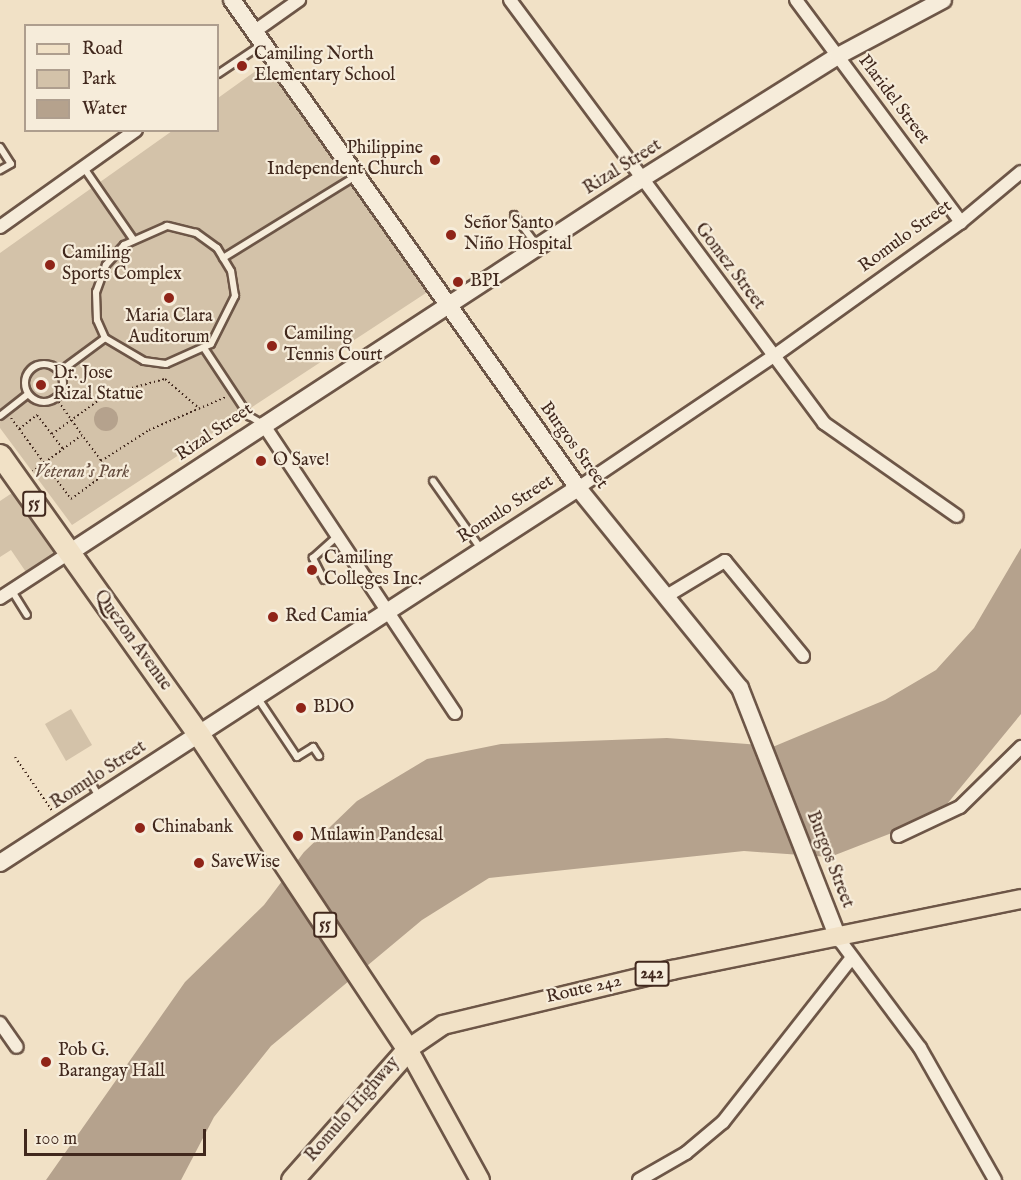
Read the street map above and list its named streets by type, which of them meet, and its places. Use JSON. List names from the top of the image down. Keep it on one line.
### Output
{"streets":{"highway":["55","Quezon Avenue","Romulo Highway"],"main road":["242","Route 242"],"street":["Plaridel Street","Rizal Street","Romulo Street","Gomez Street","Burgos Street"]},"crossings":[["Plaridel Street","Rizal Street"],["Plaridel Street","Romulo Street"],["Rizal Street","Gomez Street"],["Rizal Street","Burgos Street"],["Rizal Street","Quezon Avenue"],["Romulo Street","Gomez Street"],["Romulo Street","Burgos Street"],["Romulo Street","Quezon Avenue"],["Burgos Street","Route 242"],["Quezon Avenue","Romulo Highway"],["Route 242","Romulo Highway"]],"parks":["Veteran's Park"],"places":["Camiling North Elementary School","Philippine Independent Church","Señor Santo Niño Hospital","Camiling Sports Complex","BPI","Maria Clara Auditorum","Camiling Tennis Court","Dr. Jose Rizal Statue","O Save!","Camiling Colleges Inc.","Red Camia","BDO","Chinabank","Mulawin Pandesal","SaveWise","Pob G. Barangay Hall"],"legend":["Road","Park","Water"],"scale_bar":"100 m"}
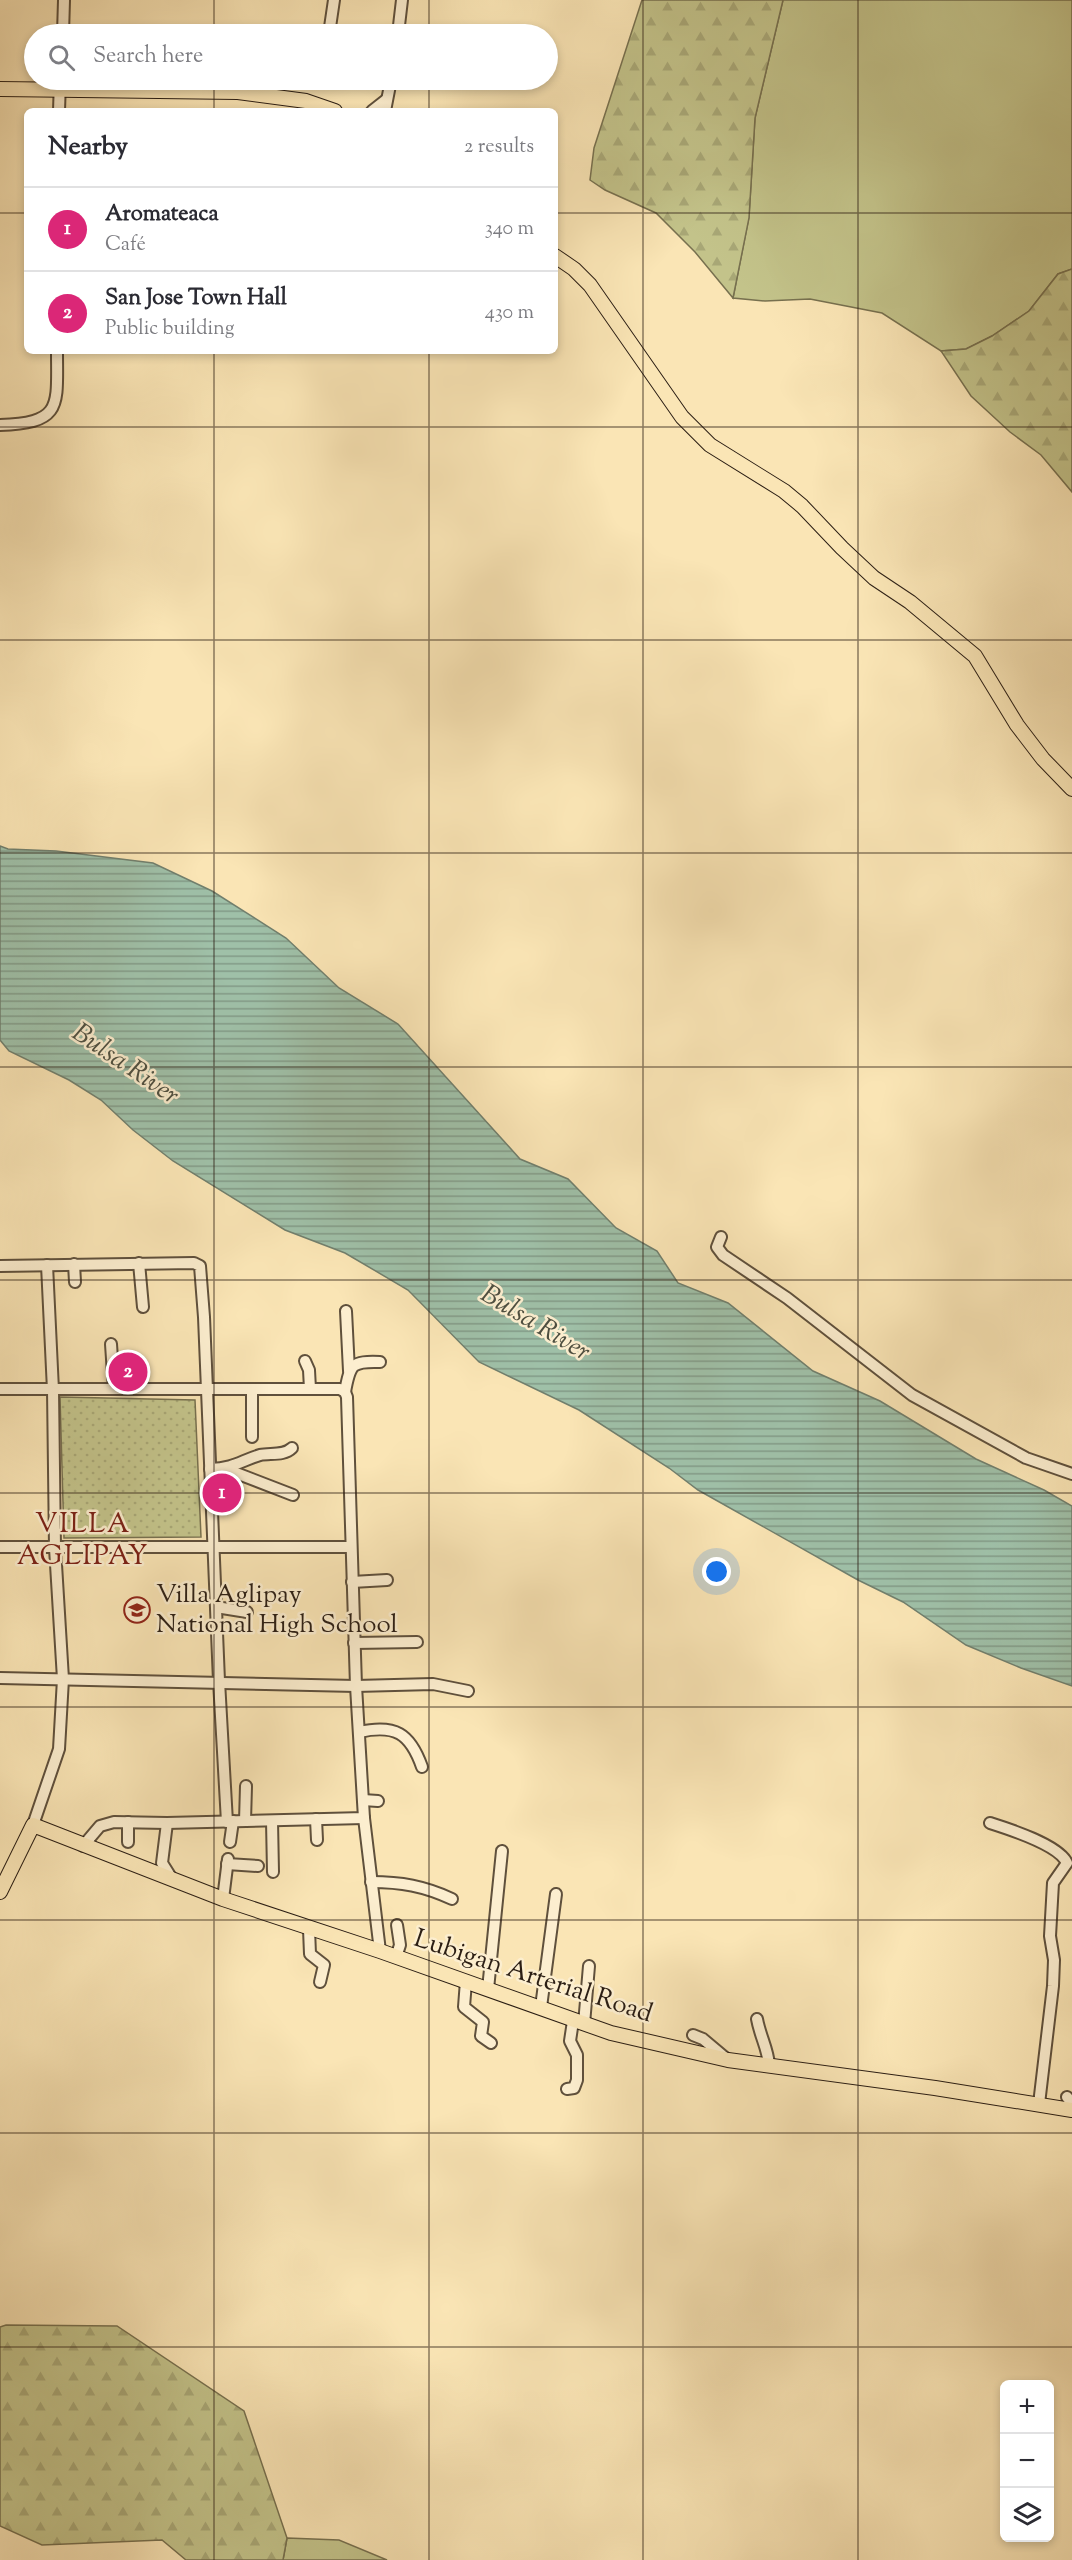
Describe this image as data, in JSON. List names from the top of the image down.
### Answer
####################
▶ WHAT IS REQUIRED: Scan the data, and report each line that uses the word "List".

▶ RESPONSE TO THE EXERCISE:
Read the street map above and list its named streets by type, which of them meet, and its places. Use JSON. List names from the top of the image down. Keep it on one line.
Describe this image as data, in JSON. List names from the top of the image down.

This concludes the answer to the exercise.